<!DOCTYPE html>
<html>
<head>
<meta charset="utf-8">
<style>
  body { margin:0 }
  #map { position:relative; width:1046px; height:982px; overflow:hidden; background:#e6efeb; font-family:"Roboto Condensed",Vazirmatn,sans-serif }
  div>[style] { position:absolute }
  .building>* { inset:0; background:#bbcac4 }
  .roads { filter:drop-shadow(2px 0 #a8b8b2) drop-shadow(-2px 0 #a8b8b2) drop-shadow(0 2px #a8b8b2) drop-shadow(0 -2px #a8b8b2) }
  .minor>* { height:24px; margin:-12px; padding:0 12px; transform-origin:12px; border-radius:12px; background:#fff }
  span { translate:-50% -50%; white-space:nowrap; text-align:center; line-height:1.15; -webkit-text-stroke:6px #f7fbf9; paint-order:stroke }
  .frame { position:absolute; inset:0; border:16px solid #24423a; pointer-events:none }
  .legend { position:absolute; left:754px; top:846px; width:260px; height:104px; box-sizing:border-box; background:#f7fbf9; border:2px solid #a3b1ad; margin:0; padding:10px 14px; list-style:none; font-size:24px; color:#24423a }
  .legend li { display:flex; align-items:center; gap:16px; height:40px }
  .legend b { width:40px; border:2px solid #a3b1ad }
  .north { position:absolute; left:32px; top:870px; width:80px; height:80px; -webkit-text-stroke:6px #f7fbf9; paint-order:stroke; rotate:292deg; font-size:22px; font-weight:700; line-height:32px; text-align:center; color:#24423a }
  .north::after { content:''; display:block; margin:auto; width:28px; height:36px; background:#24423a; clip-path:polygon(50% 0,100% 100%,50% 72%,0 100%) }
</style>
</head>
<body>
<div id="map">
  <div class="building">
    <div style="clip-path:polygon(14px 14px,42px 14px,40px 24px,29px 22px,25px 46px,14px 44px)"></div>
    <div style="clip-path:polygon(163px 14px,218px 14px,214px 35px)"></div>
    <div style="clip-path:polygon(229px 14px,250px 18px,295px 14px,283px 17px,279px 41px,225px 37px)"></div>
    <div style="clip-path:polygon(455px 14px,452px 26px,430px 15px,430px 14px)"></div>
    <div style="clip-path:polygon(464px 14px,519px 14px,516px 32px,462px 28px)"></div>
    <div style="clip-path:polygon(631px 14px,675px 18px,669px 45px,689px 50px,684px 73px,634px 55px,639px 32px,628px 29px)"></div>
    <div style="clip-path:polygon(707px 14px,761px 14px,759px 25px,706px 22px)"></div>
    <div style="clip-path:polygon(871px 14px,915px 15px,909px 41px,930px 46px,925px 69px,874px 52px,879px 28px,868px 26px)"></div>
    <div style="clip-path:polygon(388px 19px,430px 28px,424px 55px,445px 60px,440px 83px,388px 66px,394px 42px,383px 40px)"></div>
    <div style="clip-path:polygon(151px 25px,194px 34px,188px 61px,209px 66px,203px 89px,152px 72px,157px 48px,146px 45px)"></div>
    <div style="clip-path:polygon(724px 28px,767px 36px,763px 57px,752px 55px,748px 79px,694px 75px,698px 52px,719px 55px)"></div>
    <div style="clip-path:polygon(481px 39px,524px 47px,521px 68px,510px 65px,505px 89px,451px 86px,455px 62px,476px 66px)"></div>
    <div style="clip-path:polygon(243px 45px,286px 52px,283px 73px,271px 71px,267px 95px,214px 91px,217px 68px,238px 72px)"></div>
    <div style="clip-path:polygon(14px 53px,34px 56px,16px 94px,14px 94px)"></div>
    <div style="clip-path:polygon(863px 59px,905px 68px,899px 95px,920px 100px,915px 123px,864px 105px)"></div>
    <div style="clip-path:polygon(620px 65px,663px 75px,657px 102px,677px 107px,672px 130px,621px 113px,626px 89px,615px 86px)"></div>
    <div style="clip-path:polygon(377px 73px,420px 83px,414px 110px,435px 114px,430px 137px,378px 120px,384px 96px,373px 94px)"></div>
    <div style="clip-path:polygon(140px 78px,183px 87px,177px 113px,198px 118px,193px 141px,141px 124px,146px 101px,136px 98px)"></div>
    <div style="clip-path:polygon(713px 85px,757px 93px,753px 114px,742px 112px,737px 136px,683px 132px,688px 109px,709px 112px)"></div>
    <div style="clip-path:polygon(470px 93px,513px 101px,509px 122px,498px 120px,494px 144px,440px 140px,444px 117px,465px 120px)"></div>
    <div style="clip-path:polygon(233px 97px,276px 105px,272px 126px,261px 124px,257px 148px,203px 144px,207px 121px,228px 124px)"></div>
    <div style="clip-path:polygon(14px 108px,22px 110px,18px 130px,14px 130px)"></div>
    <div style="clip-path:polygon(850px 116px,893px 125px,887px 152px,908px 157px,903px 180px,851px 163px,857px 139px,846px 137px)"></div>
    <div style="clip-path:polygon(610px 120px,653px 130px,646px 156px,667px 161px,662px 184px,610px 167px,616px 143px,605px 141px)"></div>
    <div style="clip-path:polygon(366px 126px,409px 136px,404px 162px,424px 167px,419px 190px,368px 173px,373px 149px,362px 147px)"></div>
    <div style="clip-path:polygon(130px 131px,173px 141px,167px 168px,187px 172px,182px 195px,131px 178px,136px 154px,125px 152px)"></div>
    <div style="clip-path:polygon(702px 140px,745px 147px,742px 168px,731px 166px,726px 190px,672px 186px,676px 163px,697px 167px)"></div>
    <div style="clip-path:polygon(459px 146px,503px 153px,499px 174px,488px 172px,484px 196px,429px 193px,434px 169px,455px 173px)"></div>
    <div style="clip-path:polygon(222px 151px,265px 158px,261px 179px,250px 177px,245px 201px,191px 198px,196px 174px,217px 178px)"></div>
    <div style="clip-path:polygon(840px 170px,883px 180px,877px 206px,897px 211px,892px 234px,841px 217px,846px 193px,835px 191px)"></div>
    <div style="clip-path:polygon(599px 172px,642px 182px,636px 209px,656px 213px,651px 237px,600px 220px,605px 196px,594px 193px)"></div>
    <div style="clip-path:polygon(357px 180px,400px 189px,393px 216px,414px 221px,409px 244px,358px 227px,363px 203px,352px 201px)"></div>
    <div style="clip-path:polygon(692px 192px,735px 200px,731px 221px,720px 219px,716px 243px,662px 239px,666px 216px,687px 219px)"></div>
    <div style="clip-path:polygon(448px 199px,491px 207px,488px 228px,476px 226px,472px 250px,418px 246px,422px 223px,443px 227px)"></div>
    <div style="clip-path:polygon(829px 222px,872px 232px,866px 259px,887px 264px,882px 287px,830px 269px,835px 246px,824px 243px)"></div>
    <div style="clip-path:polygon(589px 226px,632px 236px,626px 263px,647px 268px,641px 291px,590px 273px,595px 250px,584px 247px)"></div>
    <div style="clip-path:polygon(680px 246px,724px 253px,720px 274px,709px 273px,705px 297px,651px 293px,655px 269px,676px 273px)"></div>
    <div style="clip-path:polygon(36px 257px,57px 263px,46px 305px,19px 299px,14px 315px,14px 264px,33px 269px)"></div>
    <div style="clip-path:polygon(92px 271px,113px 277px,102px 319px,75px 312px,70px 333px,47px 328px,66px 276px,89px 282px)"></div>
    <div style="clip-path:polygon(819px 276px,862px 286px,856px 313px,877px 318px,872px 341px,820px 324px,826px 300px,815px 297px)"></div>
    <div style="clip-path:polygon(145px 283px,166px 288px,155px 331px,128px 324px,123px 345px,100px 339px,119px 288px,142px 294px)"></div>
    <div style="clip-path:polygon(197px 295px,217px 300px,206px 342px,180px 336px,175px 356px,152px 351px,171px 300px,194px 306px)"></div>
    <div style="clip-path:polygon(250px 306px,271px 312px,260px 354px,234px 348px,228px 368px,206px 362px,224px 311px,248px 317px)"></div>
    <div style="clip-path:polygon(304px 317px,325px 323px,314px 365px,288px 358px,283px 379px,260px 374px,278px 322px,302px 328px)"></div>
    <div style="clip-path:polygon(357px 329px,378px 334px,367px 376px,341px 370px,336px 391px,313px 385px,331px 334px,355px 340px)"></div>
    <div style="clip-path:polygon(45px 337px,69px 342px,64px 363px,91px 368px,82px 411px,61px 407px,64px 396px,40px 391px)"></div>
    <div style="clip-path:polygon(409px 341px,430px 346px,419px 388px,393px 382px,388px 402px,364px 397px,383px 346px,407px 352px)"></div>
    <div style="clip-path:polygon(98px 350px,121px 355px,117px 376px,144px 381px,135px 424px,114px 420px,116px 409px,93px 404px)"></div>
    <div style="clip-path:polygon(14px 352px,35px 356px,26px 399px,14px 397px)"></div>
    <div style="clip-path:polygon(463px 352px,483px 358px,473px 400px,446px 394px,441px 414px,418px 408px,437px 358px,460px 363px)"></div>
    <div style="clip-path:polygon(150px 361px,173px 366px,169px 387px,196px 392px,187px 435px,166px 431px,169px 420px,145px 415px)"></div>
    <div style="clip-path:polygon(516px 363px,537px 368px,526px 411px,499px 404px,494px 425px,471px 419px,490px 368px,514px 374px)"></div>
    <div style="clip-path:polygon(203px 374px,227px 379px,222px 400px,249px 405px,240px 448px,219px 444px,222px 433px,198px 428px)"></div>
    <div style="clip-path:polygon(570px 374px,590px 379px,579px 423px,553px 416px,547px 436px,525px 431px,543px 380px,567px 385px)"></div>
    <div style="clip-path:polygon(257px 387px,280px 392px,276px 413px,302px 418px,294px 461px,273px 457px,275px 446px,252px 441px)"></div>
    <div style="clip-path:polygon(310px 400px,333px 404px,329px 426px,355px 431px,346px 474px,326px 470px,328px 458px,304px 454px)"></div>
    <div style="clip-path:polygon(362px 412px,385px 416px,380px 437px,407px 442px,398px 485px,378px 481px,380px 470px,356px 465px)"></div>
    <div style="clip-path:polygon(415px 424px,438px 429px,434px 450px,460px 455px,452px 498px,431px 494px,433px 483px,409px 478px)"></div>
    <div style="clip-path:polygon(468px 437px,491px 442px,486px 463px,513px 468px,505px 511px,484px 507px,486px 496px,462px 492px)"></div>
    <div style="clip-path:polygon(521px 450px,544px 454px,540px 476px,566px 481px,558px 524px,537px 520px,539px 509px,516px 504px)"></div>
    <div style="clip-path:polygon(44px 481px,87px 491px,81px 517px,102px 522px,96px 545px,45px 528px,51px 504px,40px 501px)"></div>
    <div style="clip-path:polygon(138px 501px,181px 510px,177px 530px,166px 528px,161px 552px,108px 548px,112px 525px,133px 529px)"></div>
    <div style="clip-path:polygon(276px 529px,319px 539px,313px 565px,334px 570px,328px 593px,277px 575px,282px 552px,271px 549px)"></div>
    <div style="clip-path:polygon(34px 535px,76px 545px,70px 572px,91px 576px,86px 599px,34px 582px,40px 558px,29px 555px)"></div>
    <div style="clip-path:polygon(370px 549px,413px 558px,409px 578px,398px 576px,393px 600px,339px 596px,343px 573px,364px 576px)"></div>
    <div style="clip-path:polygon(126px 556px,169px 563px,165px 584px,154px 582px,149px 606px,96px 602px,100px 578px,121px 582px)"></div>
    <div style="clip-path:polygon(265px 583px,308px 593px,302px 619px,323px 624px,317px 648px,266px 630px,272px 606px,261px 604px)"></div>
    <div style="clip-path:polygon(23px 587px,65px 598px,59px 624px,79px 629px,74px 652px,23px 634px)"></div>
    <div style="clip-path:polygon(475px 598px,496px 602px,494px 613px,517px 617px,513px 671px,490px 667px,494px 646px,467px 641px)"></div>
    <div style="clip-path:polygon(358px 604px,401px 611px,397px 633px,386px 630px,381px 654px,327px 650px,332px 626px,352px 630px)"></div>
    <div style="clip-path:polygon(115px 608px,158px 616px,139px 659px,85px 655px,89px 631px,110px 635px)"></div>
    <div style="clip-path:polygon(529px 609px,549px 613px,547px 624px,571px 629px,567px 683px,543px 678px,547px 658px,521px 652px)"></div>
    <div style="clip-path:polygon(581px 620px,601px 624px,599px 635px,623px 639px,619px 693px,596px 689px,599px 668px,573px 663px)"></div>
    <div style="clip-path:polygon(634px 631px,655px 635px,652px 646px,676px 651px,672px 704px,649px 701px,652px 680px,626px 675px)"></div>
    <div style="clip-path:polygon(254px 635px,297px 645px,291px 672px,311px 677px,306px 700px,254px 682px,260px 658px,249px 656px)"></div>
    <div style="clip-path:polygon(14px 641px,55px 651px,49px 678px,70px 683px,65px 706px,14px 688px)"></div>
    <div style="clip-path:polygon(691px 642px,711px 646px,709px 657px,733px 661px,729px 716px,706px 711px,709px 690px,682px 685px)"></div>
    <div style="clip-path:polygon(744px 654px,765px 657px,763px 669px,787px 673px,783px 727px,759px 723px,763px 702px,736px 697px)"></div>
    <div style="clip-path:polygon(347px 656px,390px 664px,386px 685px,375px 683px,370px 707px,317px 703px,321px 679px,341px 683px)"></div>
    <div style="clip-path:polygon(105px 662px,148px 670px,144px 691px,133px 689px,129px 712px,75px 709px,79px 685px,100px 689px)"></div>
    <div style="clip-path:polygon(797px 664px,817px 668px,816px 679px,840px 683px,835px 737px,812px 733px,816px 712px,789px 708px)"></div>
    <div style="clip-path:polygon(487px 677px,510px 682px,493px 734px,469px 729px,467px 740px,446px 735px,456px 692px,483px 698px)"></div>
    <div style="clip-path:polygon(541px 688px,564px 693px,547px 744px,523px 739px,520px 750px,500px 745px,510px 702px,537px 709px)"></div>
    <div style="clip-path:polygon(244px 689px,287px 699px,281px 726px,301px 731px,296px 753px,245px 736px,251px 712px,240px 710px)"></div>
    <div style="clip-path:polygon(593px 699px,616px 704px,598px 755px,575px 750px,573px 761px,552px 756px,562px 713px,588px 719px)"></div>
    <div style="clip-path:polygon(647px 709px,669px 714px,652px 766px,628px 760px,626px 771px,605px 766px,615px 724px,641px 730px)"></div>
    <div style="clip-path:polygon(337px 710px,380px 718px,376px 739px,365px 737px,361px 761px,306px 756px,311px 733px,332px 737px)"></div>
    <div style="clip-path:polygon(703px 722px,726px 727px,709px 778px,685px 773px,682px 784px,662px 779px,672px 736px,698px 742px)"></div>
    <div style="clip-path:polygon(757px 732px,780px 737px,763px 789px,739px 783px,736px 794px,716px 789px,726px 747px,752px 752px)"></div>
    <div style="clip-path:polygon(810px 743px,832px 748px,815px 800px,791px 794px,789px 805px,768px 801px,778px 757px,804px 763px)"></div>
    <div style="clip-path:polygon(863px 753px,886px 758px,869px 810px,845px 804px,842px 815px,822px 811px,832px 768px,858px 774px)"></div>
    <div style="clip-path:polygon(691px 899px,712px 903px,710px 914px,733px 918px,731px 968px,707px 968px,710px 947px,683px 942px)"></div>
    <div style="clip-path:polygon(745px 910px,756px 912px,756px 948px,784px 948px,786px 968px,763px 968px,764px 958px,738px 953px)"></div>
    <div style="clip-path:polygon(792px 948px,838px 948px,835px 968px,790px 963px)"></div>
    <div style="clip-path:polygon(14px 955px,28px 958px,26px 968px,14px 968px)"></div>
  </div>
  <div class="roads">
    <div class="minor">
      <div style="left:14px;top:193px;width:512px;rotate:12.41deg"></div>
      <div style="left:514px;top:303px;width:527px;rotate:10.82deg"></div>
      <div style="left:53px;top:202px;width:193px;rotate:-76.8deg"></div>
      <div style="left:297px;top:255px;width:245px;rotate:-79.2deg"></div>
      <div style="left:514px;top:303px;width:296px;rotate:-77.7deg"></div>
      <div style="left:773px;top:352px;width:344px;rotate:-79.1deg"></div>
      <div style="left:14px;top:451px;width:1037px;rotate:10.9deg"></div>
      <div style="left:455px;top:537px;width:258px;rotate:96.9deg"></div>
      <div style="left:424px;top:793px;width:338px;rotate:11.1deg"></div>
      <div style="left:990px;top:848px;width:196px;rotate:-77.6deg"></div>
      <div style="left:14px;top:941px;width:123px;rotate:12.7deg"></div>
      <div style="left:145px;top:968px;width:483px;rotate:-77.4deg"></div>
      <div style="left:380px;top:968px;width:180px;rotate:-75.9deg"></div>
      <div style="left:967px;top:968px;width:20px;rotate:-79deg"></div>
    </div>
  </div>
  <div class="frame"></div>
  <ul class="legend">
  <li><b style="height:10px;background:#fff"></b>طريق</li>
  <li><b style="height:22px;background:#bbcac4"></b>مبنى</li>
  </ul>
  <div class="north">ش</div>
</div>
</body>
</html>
——
### ACTION ITEM:
With the first line of the records as the start and the line holding "filter:drop-shadow(2px 0 #a8b8b2)" as the end, please copy exactly those lines and no others.

### WRITTEN ANSWER:
<!DOCTYPE html>
<html>
<head>
<meta charset="utf-8">
<style>
  body { margin:0 }
  #map { position:relative; width:1046px; height:982px; overflow:hidden; background:#e6efeb; font-family:"Roboto Condensed",Vazirmatn,sans-serif }
  div>[style] { position:absolute }
  .building>* { inset:0; background:#bbcac4 }
  .roads { filter:drop-shadow(2px 0 #a8b8b2) drop-shadow(-2px 0 #a8b8b2) drop-shadow(0 2px #a8b8b2) drop-shadow(0 -2px #a8b8b2) }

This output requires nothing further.